La richiesta principale del gruppo, che si è autodefinito Sesto Archivio, è una rivisitazione immediata del processo di acquisizione del materiale e l'inserimento nel percorso espositivo di strumenti di contro-narrazione e di contestazione. Tra le altre istanze sono state sollevate richieste di trasparenza sui dati progettuali: collaborazioni attivate, workshop e risorse umane ed economiche impiegate.
La direzione del Polo biblio-museale, guidata da Luigi De Luca, ha risposto all'appello annunciando la volontà di aprire un confronto pubblico. È previsto un incontro informativo e di discussione per fine luglio, che dovrebbe affrontare temi legati alla scelta curatoriale, ai criteri di acquisizione e all'articolazione delle attività collegate all'archivio.

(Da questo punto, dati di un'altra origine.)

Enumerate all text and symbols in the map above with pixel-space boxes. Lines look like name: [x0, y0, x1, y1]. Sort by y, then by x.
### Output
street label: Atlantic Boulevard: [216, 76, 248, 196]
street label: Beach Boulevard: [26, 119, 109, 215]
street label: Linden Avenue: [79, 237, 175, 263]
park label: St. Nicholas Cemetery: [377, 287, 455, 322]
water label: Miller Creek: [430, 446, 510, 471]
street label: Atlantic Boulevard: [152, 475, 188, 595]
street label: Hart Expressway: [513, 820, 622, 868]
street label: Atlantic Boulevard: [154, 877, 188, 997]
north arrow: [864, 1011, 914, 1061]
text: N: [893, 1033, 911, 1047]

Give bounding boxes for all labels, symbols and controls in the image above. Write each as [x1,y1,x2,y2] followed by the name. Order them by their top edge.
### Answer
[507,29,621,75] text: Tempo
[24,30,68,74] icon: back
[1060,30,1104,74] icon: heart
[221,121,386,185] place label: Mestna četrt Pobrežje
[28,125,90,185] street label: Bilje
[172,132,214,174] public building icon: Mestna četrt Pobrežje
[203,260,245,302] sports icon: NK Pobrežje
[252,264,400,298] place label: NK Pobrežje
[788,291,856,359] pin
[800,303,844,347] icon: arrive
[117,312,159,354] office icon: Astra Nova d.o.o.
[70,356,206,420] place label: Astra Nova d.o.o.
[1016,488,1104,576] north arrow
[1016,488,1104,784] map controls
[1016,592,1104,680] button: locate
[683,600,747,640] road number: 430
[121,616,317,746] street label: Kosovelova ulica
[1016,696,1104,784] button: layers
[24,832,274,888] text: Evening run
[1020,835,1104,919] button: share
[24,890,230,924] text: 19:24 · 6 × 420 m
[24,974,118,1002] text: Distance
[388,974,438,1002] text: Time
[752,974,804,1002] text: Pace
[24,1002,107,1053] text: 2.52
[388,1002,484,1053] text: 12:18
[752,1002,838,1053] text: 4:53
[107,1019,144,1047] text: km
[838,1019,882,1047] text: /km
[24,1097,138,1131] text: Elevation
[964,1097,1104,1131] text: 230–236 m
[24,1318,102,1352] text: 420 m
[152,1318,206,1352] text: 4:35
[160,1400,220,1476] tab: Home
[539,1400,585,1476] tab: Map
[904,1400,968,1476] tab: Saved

- Richiesta di revisione del processo di acquisizione da parte del Sesto Archivio
- Domande di trasparenza sulle risorse e sulle collaborazioni coinvolte
- Appello per prevedere spazi espositivi con materiale critico e di contro-narrazione
Per la comunità culturale leccese la questione apre interrogativi sulle modalità con cui le istituzioni pubbliche selezionano progetti e persone da valorizzare: l'uso di strutture come il Convitto Palmieri e la Biblioteca Bernardini e l'impiego di fondi pubblici richiamano l'attenzione su responsabilità istituzionali e sul ruolo delle pratiche curatoriali nel tessuto cittadino.
| Attori | Richiesta |
|---|---|
| Sesto Archivio (operatrici e associazioni) | Rivisitazione acquisizione, trasparenza, materiale di contro-narrazione |
| Polo biblio-museale (direzione) | Incontro pubblico fine luglio per discutere la vicenda |
Il dibattito coinvolge inoltre il tema più ampio della separazione tra giudizio sull'opera e condotta dell'autore: un nodo che viene ripreso da operatori culturali, spettatori e amministrazione locale, e che a Lecce assume carattere pratico, perché riguarda spazi, attività formative e relazioni istituzionali già in atto.
Ulteriori dettagli operativi sul calendario dell'incontro di fine luglio, sulle modalità di partecipazione e sulle decisioni che ne scaturiranno sono attesi nelle prossime settimane. La questione appare destinata a rimanere al centro del dibattito culturale cittadino fino alla conclusione del confronto pubblico.